There is an innordinate and irrational fear about privacy that drives FUD mongering stories. One way to tell is that the stories are often hyperbolic, exagerated, and even blatantly wrong. Ed Bott illustrates the phenomena in regards to the recent NSA PRISM stories.
“That absence of an independent tech check means both publications got the story wrong, as subsequent reporting by other journalists with experience in these topics has confirmed. These are not trivial details, nor is this a matter of semantics. We’re not quibbling over words. If you don’t understand the technical workings of these surveillance programs, you can’t understand whether they’re working as intended, you can’t identify where the government has overstepped its bounds, and you can’t intelligently debate the proper response. The fact that the government has maintained rigid secrecy compounds the problem.”
Who cares is a source is giving away classified and secret information? Who cares if large tech companies get slandered?
“The system described in the PRISM presentation appears to be an automated way to process those FBI and NSA requests. It’s clearly not an open doorway into any of those companies’ servers, as The Guardian and the Post originally alleged.

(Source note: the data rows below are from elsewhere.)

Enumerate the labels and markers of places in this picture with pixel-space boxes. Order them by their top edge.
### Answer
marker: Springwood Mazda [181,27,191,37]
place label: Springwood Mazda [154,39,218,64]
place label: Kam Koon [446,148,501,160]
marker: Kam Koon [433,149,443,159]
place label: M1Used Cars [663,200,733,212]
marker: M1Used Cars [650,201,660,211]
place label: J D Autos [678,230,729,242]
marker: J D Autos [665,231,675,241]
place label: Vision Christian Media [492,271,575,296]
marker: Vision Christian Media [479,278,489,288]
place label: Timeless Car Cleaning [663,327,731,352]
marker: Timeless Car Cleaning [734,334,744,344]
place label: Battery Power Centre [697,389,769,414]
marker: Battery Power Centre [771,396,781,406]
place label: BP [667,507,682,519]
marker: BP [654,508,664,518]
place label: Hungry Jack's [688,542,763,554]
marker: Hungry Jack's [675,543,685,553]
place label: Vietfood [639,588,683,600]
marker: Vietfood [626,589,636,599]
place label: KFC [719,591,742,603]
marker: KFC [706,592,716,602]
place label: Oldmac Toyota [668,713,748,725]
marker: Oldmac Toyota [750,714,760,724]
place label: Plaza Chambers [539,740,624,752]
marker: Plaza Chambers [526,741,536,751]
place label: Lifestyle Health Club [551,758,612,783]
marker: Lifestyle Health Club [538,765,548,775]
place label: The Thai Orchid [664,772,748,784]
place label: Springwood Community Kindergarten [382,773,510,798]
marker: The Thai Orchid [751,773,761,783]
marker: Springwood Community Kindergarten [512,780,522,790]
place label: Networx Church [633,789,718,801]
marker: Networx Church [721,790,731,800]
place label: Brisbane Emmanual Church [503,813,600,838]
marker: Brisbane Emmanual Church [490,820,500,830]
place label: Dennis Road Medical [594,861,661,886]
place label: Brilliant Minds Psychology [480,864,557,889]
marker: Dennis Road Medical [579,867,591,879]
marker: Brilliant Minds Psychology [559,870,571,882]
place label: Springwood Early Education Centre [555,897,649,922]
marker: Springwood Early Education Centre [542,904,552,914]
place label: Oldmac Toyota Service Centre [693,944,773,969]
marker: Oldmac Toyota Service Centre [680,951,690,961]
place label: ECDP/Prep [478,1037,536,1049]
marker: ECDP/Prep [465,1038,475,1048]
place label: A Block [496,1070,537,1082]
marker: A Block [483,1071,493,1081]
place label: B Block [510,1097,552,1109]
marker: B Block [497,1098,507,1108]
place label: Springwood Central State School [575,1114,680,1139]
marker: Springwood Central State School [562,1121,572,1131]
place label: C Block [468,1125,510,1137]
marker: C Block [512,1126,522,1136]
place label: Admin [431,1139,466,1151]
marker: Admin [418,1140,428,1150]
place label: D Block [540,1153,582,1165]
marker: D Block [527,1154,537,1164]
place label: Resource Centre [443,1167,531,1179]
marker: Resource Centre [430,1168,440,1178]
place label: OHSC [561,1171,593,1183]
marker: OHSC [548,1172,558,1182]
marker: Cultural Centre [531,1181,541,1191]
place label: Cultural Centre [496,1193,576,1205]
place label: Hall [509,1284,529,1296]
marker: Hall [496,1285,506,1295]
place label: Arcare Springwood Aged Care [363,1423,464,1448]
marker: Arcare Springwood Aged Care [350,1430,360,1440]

The nine companies listed in the PRISM slide deck are there because they offer widely used communication services, most of them free.
The botched reporting by the Guardian and the Post means that millions of readers directed their anger at a handful of big companies that were unfairly accused of selling out their customers to the national security apparatus. The reality is that if NSA surveillance is indeed overstepping its bounds, those companies are victims, not willing participants.”
Anything for a good story, it seems, especially if it trashes the U.S. and large corporate entities. After all, 9/11 and the Boston Bombing were just minor criminal activities and there is no ‘war on terror’ or global ideological conflict laced with significant violence against the innocent.